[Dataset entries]
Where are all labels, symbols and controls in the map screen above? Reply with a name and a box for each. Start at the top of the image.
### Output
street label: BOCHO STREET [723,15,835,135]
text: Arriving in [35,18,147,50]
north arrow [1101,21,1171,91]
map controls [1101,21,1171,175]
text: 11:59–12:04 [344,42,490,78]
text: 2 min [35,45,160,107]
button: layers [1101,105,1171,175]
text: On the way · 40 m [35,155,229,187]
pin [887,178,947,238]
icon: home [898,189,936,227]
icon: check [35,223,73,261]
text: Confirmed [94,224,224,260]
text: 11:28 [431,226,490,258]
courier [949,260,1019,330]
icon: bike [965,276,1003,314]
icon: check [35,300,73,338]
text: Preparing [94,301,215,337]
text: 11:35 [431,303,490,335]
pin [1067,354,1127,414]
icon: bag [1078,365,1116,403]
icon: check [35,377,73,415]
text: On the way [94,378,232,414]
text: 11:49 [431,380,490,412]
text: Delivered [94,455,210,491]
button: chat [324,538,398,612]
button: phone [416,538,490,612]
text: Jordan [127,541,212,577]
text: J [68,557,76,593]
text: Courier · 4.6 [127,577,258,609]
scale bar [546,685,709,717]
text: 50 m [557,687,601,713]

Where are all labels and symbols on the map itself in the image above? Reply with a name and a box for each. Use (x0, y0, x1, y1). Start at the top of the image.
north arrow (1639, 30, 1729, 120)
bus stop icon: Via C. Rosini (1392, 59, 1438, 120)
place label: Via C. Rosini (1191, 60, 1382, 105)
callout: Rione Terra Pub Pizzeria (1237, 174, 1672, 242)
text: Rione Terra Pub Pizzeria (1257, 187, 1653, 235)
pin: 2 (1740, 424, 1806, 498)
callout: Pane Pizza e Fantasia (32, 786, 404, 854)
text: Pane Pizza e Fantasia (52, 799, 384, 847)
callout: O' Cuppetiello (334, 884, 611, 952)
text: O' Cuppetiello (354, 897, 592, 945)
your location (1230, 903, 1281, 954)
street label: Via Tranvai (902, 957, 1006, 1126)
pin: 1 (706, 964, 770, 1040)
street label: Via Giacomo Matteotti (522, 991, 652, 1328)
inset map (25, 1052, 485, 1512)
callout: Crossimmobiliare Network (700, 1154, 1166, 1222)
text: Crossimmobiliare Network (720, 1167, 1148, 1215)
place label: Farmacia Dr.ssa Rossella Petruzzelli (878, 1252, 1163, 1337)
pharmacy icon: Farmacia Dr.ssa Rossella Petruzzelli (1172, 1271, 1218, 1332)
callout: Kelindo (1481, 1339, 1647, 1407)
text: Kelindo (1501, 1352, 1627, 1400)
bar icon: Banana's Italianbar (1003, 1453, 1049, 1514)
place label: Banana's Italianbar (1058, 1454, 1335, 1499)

* Exercise aim
Reproduce all lines from the records above that include the word "Pizzeria".

* Written answer
callout: Rione Terra Pub Pizzeria (1237, 174, 1672, 242)
text: Rione Terra Pub Pizzeria (1257, 187, 1653, 235)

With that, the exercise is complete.